Filtro de Carbón Activado

La purificación doméstica del agua es una buena opción para todas aquellas personas que desean incrementar la calidad del agua de distribución colectiva. Los filtros de Carbón Activado que se ofrecen en el mercado pueden realizar esta tarea filtrando distintos tipos de sustancias:

• Compuestos volátiles, es decir, sustancias no particuladas que pueden vaporizar o desprenderse en forma de gas desde el flujo de agua. En general, el carbón activo es el sistema más efectivo para eliminar compuestos volátiles. El de mayor interés es el cloro, que aunque necesario durante la distribución del agua hasta los hogares, es prescindible en el agua de bebida propiamente dicha. Eliminando el cloro se evita el sabor y olor que da al agua.
El carbón activo también permite filtrar las cloraminas, otro compuesto clorado usado en algunos casos como sustituto del cloro en la potabilización, y los trihalometanos, formados tras la cloración.
Otras sustancias orgánicas volátiles que desgraciadamente podrían llegar al agua de suministro serían pesticidas como el DDT o el lindano, con origen en actividades agrícolas no ecológicas, contaminantes como el benceno o el tricloroetileno, procedentes de vertidos industriales, o dioxinas, por su ubicuidad en el medio.
Un filtro de buena calidad puede eliminar el 99 % del cloro del agua, el 98 % de los trihalometanos, y el 99 % de los posibles contaminantes orgánicos presentes en el agua.

• Partículas en suspensión. El filtro reduce significativamente la cantidad de partículas en suspensión como óxidos o partículas de tierra, que también pueden dar sabor y, sobretodo, color o turbidez al agua. Si el filtro dispone de resina de intercambio iónico también es posible eliminar parte de la dureza temporal causada por elementos no disueltos y que provoca precipitaciones de cal.

• Metales pesados. Un filtro de carbón activo reduce la cantidad de metales como plomo, cadmio o hierro, procedentes de la corrosión de las cañerías. También quedan retenidos en el filtro elementos como el mercurio, el cobre, y el manganeso, que se hallan presentes en el medio a causa de las actividades y vertidos humanos. El aluminio, que se puede encontrar en concentraciones elevadas en el agua potabilizada por su uso como floculante en el proceso de depuración, es otro de los metales eliminados gracias al filtro, especialmente si incorpora resinas de intercambio iónico.
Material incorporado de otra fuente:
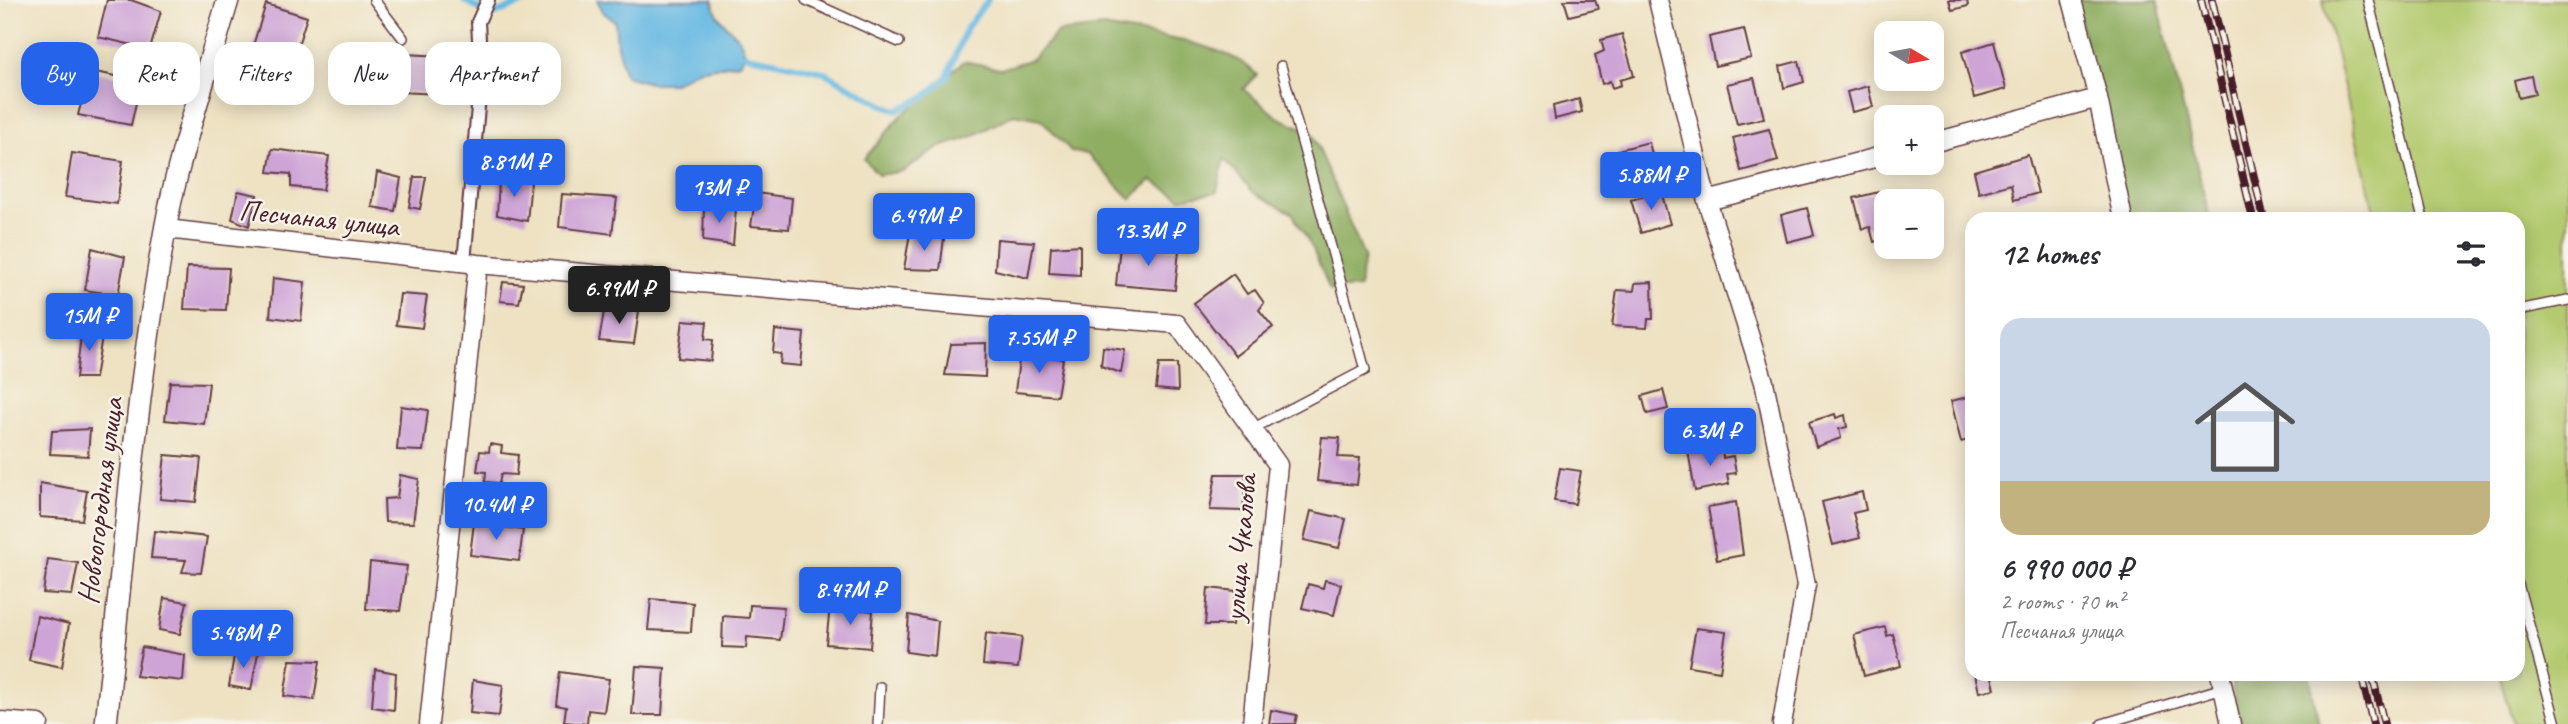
<!DOCTYPE html>
<meta charset="utf-8">
<style>
:root{--surface:#fff;--page:#f2f2f3;--text:#2b2b33;--muted:#7c7c81;--line:#e1e1e2;--accent:#2563eb}
body{margin:0;font-family:Caveat,sans-serif;background:var(--page);color:var(--text);height:100vh;display:flex;flex-direction:column;font-size:26px;white-space:nowrap}
*{box-sizing:border-box;margin:0}
p{font-size:23px;color:var(--muted)}
.icon{flex:none;width:38px;height:38px;fill:none;stroke:currentColor;stroke-width:2;stroke-linecap:round;stroke-linejoin:round}
.map{position:relative;flex:1;overflow:hidden}
.drawer{position:absolute;left:1965px;top:212px;width:560px;height:469px;display:flex;flex-direction:column;background:var(--surface);border-radius:21px;box-shadow:0 4px 18px #0003}
.drawer>*{flex:none}
.hud{position:absolute;left:21px;top:42px;width:665px;height:63px;display:flex;gap:14px}
.needle{width:46px;rotate:100deg}
.fabs{position:absolute;left:1874px;top:21px;display:grid;gap:14px}
.fabs a{display:grid;place-items:center;width:70px;height:70px;border-radius:14px;background:var(--surface);box-shadow:0 4px 18px #0003;font-size:35px}
.price{position:absolute;translate:-50% -60px;padding:0 16px;border-radius:7px;background:var(--accent);color:#fff;font-size:23px;line-height:46px;filter:drop-shadow(0 2px 4px #0008)}
.price::after{content:'';position:absolute;left:50%;top:42px;width:21px;height:16px;margin-left:-10px;background:inherit;clip-path:polygon(0 0,100% 0,50% 100%)}
.price.on{background:#222;color:#fff}
ul{padding:0;list-style:none}
li{display:grid;align-content:center;gap:14px;height:371px;padding:0 35px}
li+li{border-top:2px solid var(--line)}
li span{display:grid;place-items:center;height:217px;border-radius:21px;color:#555}
li>.icon{margin-inline-start:auto}
span .icon{width:126px;height:126px;fill:#fffc;stroke-width:1}
li b{font-size:30px}
h2{display:flex;justify-content:space-between;align-items:center;height:84px;padding:0 35px;font-size:30px}
.pill{padding:0 24px;border-radius:21px;background:var(--surface);box-shadow:0 4px 18px #0003;font-size:24px;line-height:63px}
.pill.on{background:var(--accent);color:#fff}
.map>svg:first-child{display:block}
</style>
<div class="map">
<svg width="2568" height="724" viewBox="0 0 2568 724">
<rect width="100%" height="100%" fill="#f7f3e8"/>
<filter id="ink" filterUnits="userSpaceOnUse"><feTurbulence type="fractalNoise" baseFrequency=".0143" numOctaves="2"/><feDisplacementMap in="SourceGraphic" scale="14" xChannelSelector="R" yChannelSelector="G"/><feConvolveMatrix kernelMatrix="1 2 1 2 8 2 1 2 1" color-interpolation-filters="sRGB"/></filter>
<filter id="wash" filterUnits="userSpaceOnUse"><feTurbulence type="fractalNoise" baseFrequency=".00686" numOctaves="4" result="noise"/><feDisplacementMap in="SourceGraphic" scale="28" xChannelSelector="R" yChannelSelector="G"/><feGaussianBlur stdDeviation="1.57" result="paint"/><feColorMatrix in="noise" values="0 0 0 0 0 0 0 0 0 0 0 0 0 0 0 0 0 1.4 0 .05"/><feComposite in="paint" operator="in"/></filter>
<g filter="url(#wash)">
<rect width="100%" height="100%" fill="#eee2c3"/>
<path fill="#b4ca6f" stroke="#7f744d" stroke-width="2" d="M2323,0h245v724h-55l-14,-50h19v-455h-142z"/>
<path fill="#8fae62" stroke="#6c6646" stroke-width="2" d="M2075,0h82l53,219h-84z
M1104,27c44,9 123,14 153,48l-14,14 36,29 33,14 52,125 -5,31 -29,2 -17,-41 -21,-36 -38,-20 -30,-34 -7,33 -36,6 -30,-18 -20,19 -44,-45 -15,-2 -31,-33 -27,-5 -43,23 -34,11 -33,23 -25,4 -15,-16 36,-42 64,-56 37,8 31,-10 26,-27z
M2230,674h79l10,50h-79z"/>
<path fill="#68b9e3" stroke="#596c87" stroke-width="2" d="M597,0h116c3,27 28,29 32,55l-6,8 -42,7 -23,13h-24l-25,-7 -8,-30 -2,-25 -11,-8z"/>
<g fill="none" stroke-linecap="round" stroke-linejoin="round">
<path stroke="#68b9e3" stroke-width="6" d="M464,0l26,16 40,-16
M745,55l78,17 60,33 15,5 28,-14 21,-19 19,-48 22,-29"/>
</g>
<g id="blocks">
<path fill="#cea4d7" d="M107,0h24l30,11 -11,38 -52,-12z
M1564,0h31l3,9 -29,7z
M1949,0h18l1,6 -16,4z
M266,4l41,13 -15,47 -41,-12z
M1744,29l7,29 -36,8 -6,-29z
M1622,34l12,42 -14,4 1,5 -9,3 -2,-7 -8,3 -7,-29 9,-4 -3,-11z
M1994,42l12,47 -32,9 -12,-46z
M404,54l40,2 -5,38 -39,-2z
M1799,61l5,21 -20,6 -4,-22z
M90,71l51,10 -10,44 -53,-10z
M2531,76l4,18 -16,4 -4,-18z
M1754,78l10,40 -27,6 -10,-40z
M1868,86l5,21 -21,5 -5,-20z
M1579,99l3,13 -27,7 -2,-13z
M1769,129l9,32 -37,10 -8,-33z
M1649,142l6,26 -30,8 -7,-26z
M272,149l57,7 -6,34 -32,-3v-13l-23,-2z
M72,153l51,8 -6,43 -52,-7z
M2028,155l10,38 -24,7 -3,-16 -32,9 -5,-22z
M377,172l24,6 -6,33 -23,-4z
M414,177h12l-6,32 -11,-2z
M499,179l32,3 -4,39 -30,-6z
M238,191l19,4 -8,31 -17,-7z
M1661,191l9,33 -29,9 -10,-33z
M1879,192l7,24v33l-2,1 -3,-10 -7,2 -4,-15 -8,2 -8,-31z
M756,193l36,5 -3,31 -38,-3z
M562,194l55,4 -5,36 -53,-7z
M704,206l32,2 -3,37 -30,-4z
M1807,208l7,27 -27,7 -6,-27z
M910,233l34,5 -4,32 -36,-1z
M997,239l37,3 -6,36 -33,-8z
M1080,245v30l-31,-2 2,-26z
M1120,245l59,5 -4,40 -59,-5z
M92,248l33,9 -7,38 -33,-5z
M187,267l42,1 -3,42 -42,-1z
M1233,274l14,20 8,-4 9,13 -5,7 14,17 -38,29 -41,-53z
M273,278l32,4 -4,39 -31,-4z
M503,282l20,2 -4,19 -19,-2z
M1652,282l1,37h-5l-1,9 -35,-2 5,-36 17,1 1,-8z
M400,294l27,2 -5,32 -26,-3z
M605,306l34,5 -5,33 -35,-3z
M683,320l24,2 -2,17 8,1 -2,21 -33,-3z
M82,327l21,4 -8,47h-19z
M775,330l29,3 -3,33 -21,-2 1,-10 -8,-1z
M986,343l-1,34 -40,-2 6,-31z
M1103,347l22,3 -4,23 -20,-7z
M1020,352l43,7 -6,37 -42,-4z
M1159,364h18l1,27 -22,-2z
M170,382l39,1 -5,41 -39,-4z
M1663,390l5,19 -21,5 -5,-18z
M1972,396v43l-11,3 -10,-41z
M401,406l27,4 -5,41 -26,-1z
M1835,414l1,4 9,-3 2,12 -8,2 2,9 -25,9 -7,-25z
M90,429l-2,27 -38,-2 2,-23z
M1322,437l18,1 -2,19 22,1 -3,27 -40,-4z
M490,444l12,2 -1,7 17,2 -2,20 -15,-1 -2,9 -14,-1 1,-10 -9,-1 3,-20 9,1z
M1722,445l1,13 10,-2 3,17 -9,1 2,10 -34,7 -7,-40z
M165,455l36,3 -5,44 -36,-3z
M1560,468l21,3 -6,33 -21,-3z
M1216,474h30l-3,37 -33,-1z
M400,475l19,4 -6,44 -28,-1 -1,-23 13,-1z
M40,483l47,8 -5,29 -42,-3z
M1862,492l4,18 -13,3 7,25 -27,7 -11,-43z
M1736,502l7,53 -26,5 -9,-53z
M1311,511l35,8 -7,29 -35,-8z
M474,523l49,7 -4,31 -49,-6z
M154,531l53,6 -6,36 -19,-1 4,-12 -35,-2z
M48,559l30,4 -6,32 -29,-2z
M370,562l37,4 -7,45 -34,-2z
M1325,580l16,4 -7,31 -32,-7 6,-24 15,4z
M1208,588l28,3 -4,34h-27z
M164,598l23,4 -7,32 -21,-4z
M651,599l42,4 -2,29 -43,-2z
M750,605l34,2 -4,33 -33,-3 -1,11 -24,-1 1,-31 26,2z
M830,606l43,5 -3,37 -44,-4z
M909,615l29,6 -3,35 -29,-4z
M37,616l32,8 -7,43 -33,-7z
M1885,627l2,9 6,-2 8,32 -37,10 -10,-41z
M1696,628l30,4 -6,39 -31,-5z
M986,633l36,4 -4,31 -35,-3z
M142,647l43,8 -2,26 -47,-5z
M235,650l23,3 -7,37 -22,-4z
M290,660l30,1 -6,39 -30,-4z
M636,666l29,2 -3,47h-30z
M375,669l21,4 -2,37 -22,-3z
M560,672l49,7 -5,33 -16,-2 -1,14 -23,-2 2,-15 -10,-2z
M1975,674h25l-8,3 3,12 -16,3z
M473,680l30,5 -4,31 -29,-3z
M1271,710l26,5 -2,9h-26z"/>
</g>
</g>
<g filter="url(#ink)">
<use href="#blocks" fill-opacity="0" stroke="#633c42" stroke-width="2"/>
<g fill="none" stroke-linecap="round" stroke-linejoin="round">
<g stroke="#633c42" stroke-width="12">
<path id="service" d="M374,0l29,38
M806,0l93,42
M2368,0l55,219
M2518,310l50,-10
M1252,429l113,-59 -84,-304
M2518,584l38,140
M878,724l2,-37
M2102,724l121,-36"/>
</g>
<g stroke="#633c42" stroke-width="16">
<path id="pedestrian" d="M464,262l17,-188 -3,-52 10,-22"/>
</g>
<g stroke="#633c42" stroke-width="21">
<path id="minor" d="M1658,0l49,201 57,181 42,203 -24,139
M2072,0l26,98 25,121
M1932,143l166,-45
M1707,201l179,-46
M166,229l312,35 699,60 101,141 -26,259
M2220,674l11,50
M0,721l39,3
M429,724l49,-460"/>
</g>
<g stroke="#633c42" stroke-width="24">
<path id="tertiary" d="M106,724c17,-165 30,-331 59,-494 14,-78 41,-154 63,-230"/>
</g>
<use href="#service" stroke="#fff" stroke-width="9"/>
<use href="#pedestrian" stroke="#fff" stroke-width="12"/>
<use href="#minor" stroke="#fff" stroke-width="18"/>
<use href="#tertiary" stroke="#fff" stroke-width="21"/>
<g stroke="#4a1f2b" stroke-width="8">
<path id="rail" d="M2201,0l52,219
M2212,0l52,219
M2361,674l12,50
M2372,674l12,50"/>
</g>
<use href="#rail" stroke="#f7f3e8" stroke-width="5" stroke-dasharray="16" stroke-linecap="butt"/>
</g>
</g>
<g text-anchor="middle" stroke-width="5" stroke-linejoin="round" paint-order="stroke">
<g font-size="30" fill="#4a1f2b" stroke="#f7f3e8">
<text transform="translate(319 218) rotate(6)" y="10">Песчаная улица</text>
<text transform="translate(100 501) rotate(-83)" y="10">Новоогородная улица</text>
<text transform="translate(1240 548) rotate(-85)" y="10">улица Чкалова</text>
</g>
</g>
</svg>
<div class="fabs">
<a><svg class="needle" viewBox="-14 -14 28 28"><path d="M0-13l5 13h-10z" fill="#e53935"/><path d="M0 13l5-13h-10z" fill="#7c7c81"/></svg></a>
<a>+</a>
<a>−</a>
</div>
<b class="price" style="left:514px;top:199px">8.81M ₽</b>
<b class="price" style="left:1651px;top:212px">5.88M ₽</b>
<b class="price" style="left:719px;top:225px">13M ₽</b>
<b class="price" style="left:924px;top:253px">6.49M ₽</b>
<b class="price" style="left:1148px;top:268px">13.3M ₽</b>
<b class="price on" style="left:619px;top:326px">6.99M ₽</b>
<b class="price" style="left:89px;top:353px">15M ₽</b>
<b class="price" style="left:1039px;top:375px">7.55M ₽</b>
<b class="price" style="left:1710px;top:468px">6.3M ₽</b>
<b class="price" style="left:496px;top:542px">10.4M ₽</b>
<b class="price" style="left:850px;top:627px">8.47M ₽</b>
<b class="price" style="left:243px;top:670px">5.48M ₽</b>
<div class="hud">
<a class="pill on">Buy</a>
<a class="pill">Rent</a>
<a class="pill">Filters</a>
<a class="pill">New</a>
<a class="pill">Apartment</a>
</div>
<section class="drawer">
<h2>12 homes<svg class="icon" aria-label="filters" viewBox="0 0 24 24"><path d="M4 7h16M4 17h16"/><circle cx="9" cy="7" r="2"/><circle cx="15" cy="17" r="2"/></svg></h2>
<ul>
<li><span style="background:linear-gradient(#c9d6e8 75%,#c2b280 0)"><svg class="icon" aria-label="home" viewBox="0 0 24 24"><path d="M3 11l9-7 9 7M6 9v11h12V9"/></svg></span><div><b>6 990 000 ₽</b><p>2 rooms · 70 m²</p><p>Песчаная улица</p></div></li>
</ul>
</section>
</div>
Por otro lado, hay que ser consciente que el CAG no retiene todas las sustancias potencialmente presentes en el agua. Éstos son los componentes que no se eliminan con un filtro de este tipo y para los que se debería buscar otra solución en caso necesario.

– Nitratos. Por ello los filtros de carbón activo no son útiles en casos excepcionales de aguas contaminadas con este tipo de compuestos.

– Bacterias o virus. Los filtros están concebidos para refinar el agua de suministro, que en principio está libre de organismos patógenos. Las posibles poblaciones microbianas beneficiosas presentes en el agua o en caso de alguna contaminación puntual del caudal de agua, el filtro puede retener parte de ellas por el fenómeno de adsorción, pero no se garantiza el filtraje total.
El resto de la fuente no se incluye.